A GPU with degraded silicon will show low tops_per_sm_per_ghz even at
normal clocks.
SM count is queryable: nvidia-smi --query-gpu=attribute.multiprocessor_count
(needs to be added to queryBenchmarkGPUInfo).
Reference values to establish after baseline runs:
- H100 PCIe fp16_tensor: TBD tops/SM/GHz
- H100 SXM fp16_tensor: TBD tops/SM/GHz
## Proposed threshold changes (pending more data)
1. **`low_sm_clock_vs_target`**: raise threshold from 90% to 85% based on observed
9192% on healthy HBM2e.
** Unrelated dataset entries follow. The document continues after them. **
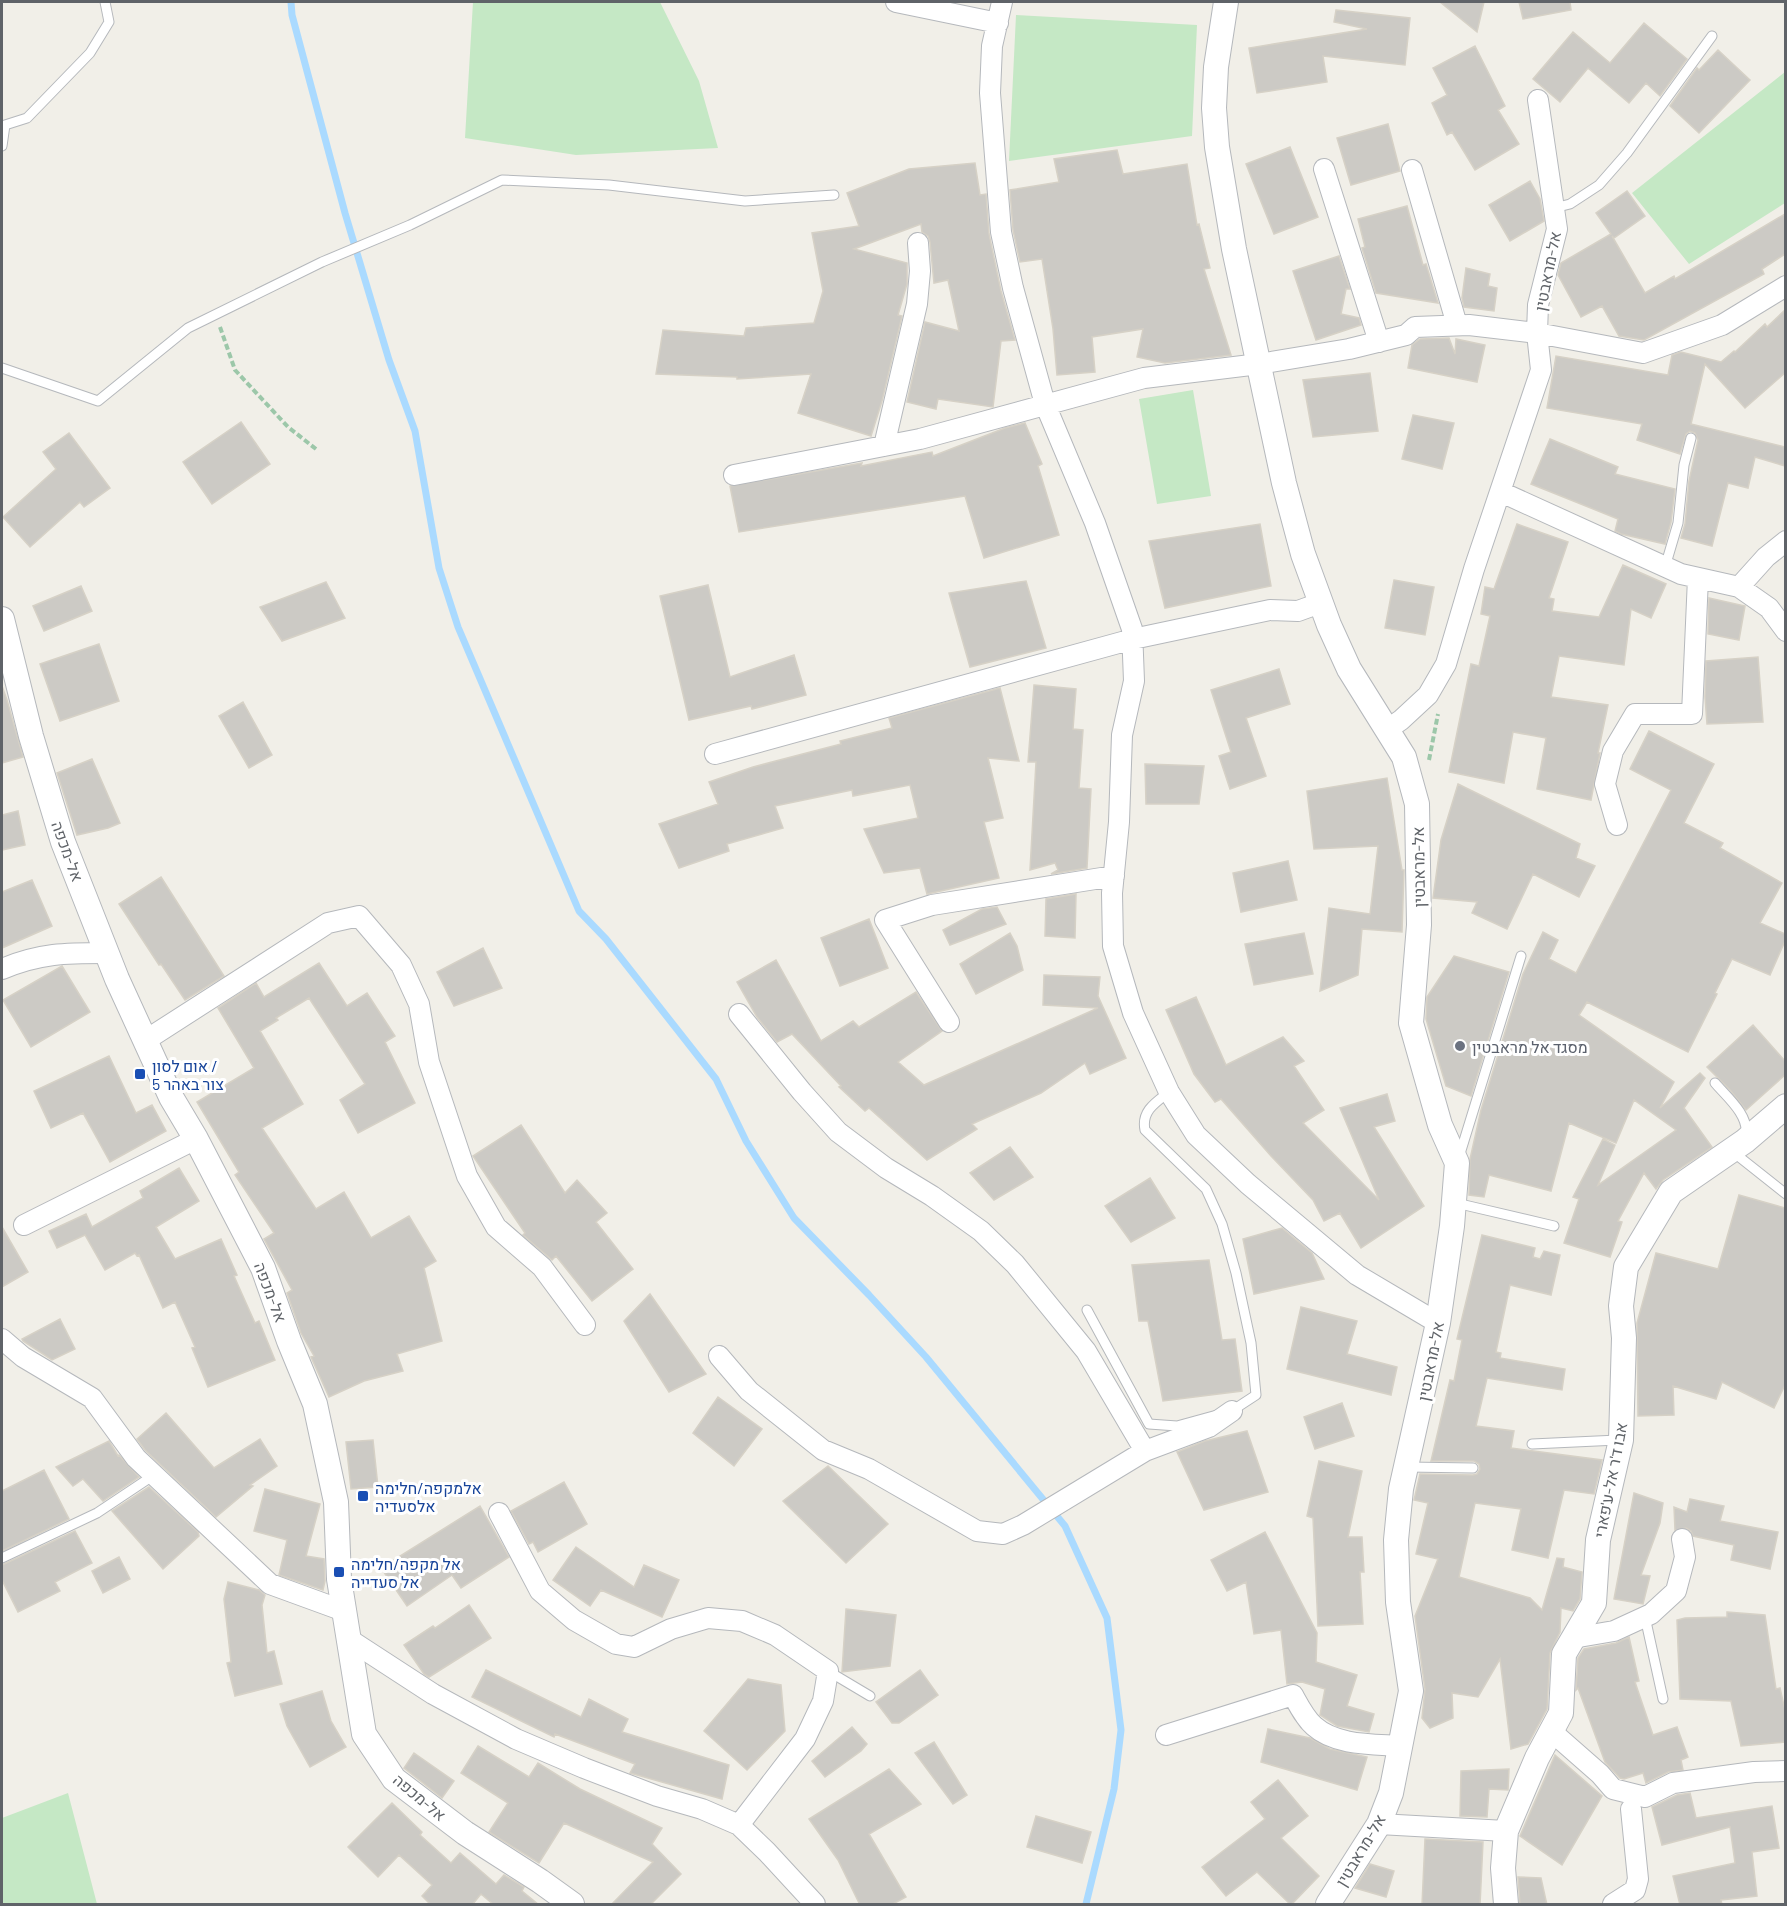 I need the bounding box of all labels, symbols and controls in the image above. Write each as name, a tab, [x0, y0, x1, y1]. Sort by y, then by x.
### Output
street label: אל-מראבטין	[1530, 230, 1564, 312]
street label: אל-מכפה	[48, 818, 88, 884]
street label: אל-מראבטין	[1408, 826, 1428, 908]
place label: מסגד אל מראבטין	[1472, 1037, 1588, 1056]
marker: מסגד אל מראבטין	[1453, 1039, 1467, 1053]
place label: אום לסון / צור באהר 5	[152, 1056, 224, 1093]
marker: אום לסון / צור באהר 5	[133, 1067, 147, 1081]
street label: אל-מכפה	[251, 1259, 291, 1325]
street label: אל-מראבטין	[1413, 1320, 1447, 1402]
street label: אבו ד'ר אל-ע'פארי	[1589, 1421, 1631, 1539]
place label: אלמקפה/חלימה אלסעדיה	[375, 1478, 482, 1515]
marker: אלמקפה/חלימה אלסעדיה	[356, 1489, 370, 1503]
place label: אל מקפה/חלימה אל סעדייה	[351, 1554, 461, 1591]
marker: אל מקפה/חלימה אל סעדייה	[332, 1565, 346, 1579]
street label: אל-מכפה	[390, 1769, 450, 1825]
street label: אל-מראבטין	[1331, 1810, 1389, 1890]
Or remove entirely — sw_power/sw_thermal already
capture the root cause.
2. **`variance_too_high`** (StabilityScore < 85): healthy HBM2e WILL oscillate
under power cap. Consider suppressing this flag when power is flat and usage
is 100% (oscillation is expected). Or lower threshold to 70.
3. **New signal: MHz/Watt efficiency**: if base_graphics_clock_mhz is available,
ratio avg_clock / power_w could identify degraded silicon (HBM3 restored S1
would have been caught by this).
Decision deferred until baseline on SXM designed servers collected.